Looks like the spring market may be starting a little earlier than expected. Take a look at February’s Ottawa real estate stats and what this means for the rest of the year.
Here are the February 2022 numbers:
- Total number of units sold: 1,421 – up 3% from 1,385 in February 2021.
- Five-year average unit sales for February: 1,184.
“Although February’s resales were only 3% higher than last year at this time, we saw a 52% increase in the number of transactions compared to January’s figures (936). While a month-to-month increase is typical for this time of year, the gradation of this increase is higher than previous years, which could be an indication that our spring market may ramp up earlier this year,” states Ottawa Real Estate Board President Penny Torontow.
“Whether this has to do with the easing of government pandemic restrictions and the opening up of the economy or perhaps due to apprehension of the (then) upcoming interest rate increase, which is now in effect, we can’t entirely be sure,” she adds. “We are watching intently to see how the 2022 spring market will play out considering not only the higher interest rates and inflation but also other macro factors in our global environment that could affect our local economy.”
Here are the specifics for each property class:
- Number of residential-class properties sold: 1,095 – up 7% from 1,018 in February 2021.
- Average sale price of a residential-class property: $837,517 – up 17% in February 2021.
- Number of condominium-class properties sold: 326 – down 10% from 359 in February 2021.
- Average sale price of a condominium-class property: $466,682 – up 15% in February 2021.
“The number of new listings in February (1,762) offers a slight glimmer of hope for prospective Buyers.

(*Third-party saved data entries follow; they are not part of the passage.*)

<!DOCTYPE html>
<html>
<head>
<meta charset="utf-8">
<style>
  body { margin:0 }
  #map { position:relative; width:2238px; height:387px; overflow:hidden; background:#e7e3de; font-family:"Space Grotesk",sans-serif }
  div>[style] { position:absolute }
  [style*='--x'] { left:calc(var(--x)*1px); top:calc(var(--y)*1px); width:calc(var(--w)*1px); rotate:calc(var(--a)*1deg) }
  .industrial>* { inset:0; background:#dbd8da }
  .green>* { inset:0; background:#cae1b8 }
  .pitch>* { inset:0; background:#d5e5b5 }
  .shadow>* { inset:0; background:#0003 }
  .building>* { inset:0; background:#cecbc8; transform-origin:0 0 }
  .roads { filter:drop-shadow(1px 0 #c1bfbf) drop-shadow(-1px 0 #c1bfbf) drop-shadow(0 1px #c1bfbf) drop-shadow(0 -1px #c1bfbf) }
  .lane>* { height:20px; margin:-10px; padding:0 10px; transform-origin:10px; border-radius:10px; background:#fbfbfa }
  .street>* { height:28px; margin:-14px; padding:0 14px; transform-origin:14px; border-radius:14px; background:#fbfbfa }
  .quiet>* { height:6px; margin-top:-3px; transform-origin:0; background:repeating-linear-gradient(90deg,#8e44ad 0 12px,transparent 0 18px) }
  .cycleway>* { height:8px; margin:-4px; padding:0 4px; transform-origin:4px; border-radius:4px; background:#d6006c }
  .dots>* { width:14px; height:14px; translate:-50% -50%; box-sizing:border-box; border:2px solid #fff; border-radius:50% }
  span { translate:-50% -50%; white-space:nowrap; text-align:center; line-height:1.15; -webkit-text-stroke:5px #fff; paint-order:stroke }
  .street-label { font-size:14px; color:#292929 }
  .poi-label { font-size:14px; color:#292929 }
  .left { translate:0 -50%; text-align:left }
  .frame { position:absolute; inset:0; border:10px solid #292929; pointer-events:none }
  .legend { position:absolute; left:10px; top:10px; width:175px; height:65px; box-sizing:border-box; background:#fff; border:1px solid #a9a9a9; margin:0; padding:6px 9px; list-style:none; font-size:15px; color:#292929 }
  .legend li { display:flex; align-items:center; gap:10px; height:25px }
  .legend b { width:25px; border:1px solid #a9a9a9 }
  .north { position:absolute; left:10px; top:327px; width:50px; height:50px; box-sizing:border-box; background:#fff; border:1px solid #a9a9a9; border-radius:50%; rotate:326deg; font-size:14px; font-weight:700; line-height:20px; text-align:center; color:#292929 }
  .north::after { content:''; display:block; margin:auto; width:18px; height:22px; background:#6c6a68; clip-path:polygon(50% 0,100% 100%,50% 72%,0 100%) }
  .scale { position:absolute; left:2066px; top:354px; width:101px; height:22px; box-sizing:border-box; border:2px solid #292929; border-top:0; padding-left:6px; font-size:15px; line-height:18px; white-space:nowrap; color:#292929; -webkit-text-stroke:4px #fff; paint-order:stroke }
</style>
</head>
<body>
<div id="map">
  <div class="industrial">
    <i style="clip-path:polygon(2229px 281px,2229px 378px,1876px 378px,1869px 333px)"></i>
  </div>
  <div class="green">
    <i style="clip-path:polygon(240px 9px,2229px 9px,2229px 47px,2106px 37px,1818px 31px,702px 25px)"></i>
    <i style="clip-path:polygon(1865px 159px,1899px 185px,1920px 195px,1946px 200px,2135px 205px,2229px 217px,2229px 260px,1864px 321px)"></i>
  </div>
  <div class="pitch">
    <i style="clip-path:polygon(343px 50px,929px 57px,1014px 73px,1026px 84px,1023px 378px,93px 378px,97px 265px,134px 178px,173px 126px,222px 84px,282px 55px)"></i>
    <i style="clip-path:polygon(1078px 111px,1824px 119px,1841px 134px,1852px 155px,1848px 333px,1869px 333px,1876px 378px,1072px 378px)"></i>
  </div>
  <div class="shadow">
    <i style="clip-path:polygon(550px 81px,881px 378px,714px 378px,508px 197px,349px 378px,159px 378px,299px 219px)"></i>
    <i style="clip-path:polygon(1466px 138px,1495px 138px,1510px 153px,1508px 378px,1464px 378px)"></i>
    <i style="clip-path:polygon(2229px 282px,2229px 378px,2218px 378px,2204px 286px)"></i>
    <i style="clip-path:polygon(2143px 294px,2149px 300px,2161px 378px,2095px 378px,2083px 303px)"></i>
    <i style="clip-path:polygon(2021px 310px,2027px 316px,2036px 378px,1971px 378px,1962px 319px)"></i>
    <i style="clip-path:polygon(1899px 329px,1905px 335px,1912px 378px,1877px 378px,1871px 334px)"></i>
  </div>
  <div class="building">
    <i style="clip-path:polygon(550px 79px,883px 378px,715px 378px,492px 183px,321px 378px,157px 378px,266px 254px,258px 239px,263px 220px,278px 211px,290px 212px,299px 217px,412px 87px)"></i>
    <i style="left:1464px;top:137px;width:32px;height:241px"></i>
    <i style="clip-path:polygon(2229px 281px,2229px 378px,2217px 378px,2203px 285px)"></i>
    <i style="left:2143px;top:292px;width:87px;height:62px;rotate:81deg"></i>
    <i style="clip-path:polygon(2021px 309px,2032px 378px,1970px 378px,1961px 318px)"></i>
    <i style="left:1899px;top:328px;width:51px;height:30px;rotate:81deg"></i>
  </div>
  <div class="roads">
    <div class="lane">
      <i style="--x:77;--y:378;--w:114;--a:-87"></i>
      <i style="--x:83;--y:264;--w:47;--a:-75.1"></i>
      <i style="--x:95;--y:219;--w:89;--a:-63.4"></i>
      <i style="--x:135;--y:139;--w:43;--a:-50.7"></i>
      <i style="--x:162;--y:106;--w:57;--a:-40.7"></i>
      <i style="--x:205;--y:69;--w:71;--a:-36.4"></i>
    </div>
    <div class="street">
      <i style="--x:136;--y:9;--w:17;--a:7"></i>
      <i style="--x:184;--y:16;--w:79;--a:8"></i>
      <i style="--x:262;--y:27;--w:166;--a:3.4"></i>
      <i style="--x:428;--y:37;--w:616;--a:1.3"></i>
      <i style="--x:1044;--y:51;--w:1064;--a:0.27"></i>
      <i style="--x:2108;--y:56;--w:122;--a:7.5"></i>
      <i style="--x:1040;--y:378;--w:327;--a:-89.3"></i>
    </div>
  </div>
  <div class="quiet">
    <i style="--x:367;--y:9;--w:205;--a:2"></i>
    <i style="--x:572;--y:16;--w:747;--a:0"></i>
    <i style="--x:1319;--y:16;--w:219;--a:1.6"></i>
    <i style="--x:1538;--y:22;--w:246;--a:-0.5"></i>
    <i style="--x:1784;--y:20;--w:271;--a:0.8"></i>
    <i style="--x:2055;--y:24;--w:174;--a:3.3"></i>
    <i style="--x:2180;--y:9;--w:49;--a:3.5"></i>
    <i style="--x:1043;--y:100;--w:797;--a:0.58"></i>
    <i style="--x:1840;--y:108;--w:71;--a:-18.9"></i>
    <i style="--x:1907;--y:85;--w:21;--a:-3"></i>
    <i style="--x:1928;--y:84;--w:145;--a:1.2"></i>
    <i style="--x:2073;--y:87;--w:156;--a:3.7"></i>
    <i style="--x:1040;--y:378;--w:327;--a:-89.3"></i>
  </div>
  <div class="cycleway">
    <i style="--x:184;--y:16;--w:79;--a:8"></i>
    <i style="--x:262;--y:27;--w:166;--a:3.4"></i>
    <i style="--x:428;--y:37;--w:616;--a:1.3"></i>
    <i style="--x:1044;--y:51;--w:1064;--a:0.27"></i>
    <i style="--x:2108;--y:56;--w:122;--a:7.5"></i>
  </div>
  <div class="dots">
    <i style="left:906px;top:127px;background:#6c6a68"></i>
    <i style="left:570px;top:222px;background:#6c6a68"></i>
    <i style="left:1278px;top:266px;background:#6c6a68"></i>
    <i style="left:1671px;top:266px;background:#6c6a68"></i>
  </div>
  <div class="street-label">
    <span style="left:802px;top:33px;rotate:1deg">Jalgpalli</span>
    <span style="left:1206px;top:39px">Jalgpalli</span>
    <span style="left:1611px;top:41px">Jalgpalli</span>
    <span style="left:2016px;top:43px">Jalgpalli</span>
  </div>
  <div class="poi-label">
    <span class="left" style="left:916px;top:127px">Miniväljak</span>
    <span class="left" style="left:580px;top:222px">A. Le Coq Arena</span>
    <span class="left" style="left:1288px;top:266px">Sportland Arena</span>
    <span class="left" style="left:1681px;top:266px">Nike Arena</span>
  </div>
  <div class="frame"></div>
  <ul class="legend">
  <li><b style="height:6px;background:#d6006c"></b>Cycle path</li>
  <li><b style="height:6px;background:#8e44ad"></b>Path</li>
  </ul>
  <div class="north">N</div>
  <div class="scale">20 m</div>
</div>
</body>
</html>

At 4% higher than the five-year average and 12% higher than February 2021, it resulted in an almost 10% increase in residential-class property inventory compared to last year at this time. Condominium supply, however, is down 20%. Overall, we are now at a 0.7 month’s supply of inventory which means that most listings that enter the market are going to be snapped up very quickly, as evidenced by the continuous decline in Days on Market (DOM). We certainly hope this trend of increased new listings will continue to supplement the housing stock going forward,” Torontow acknowledges.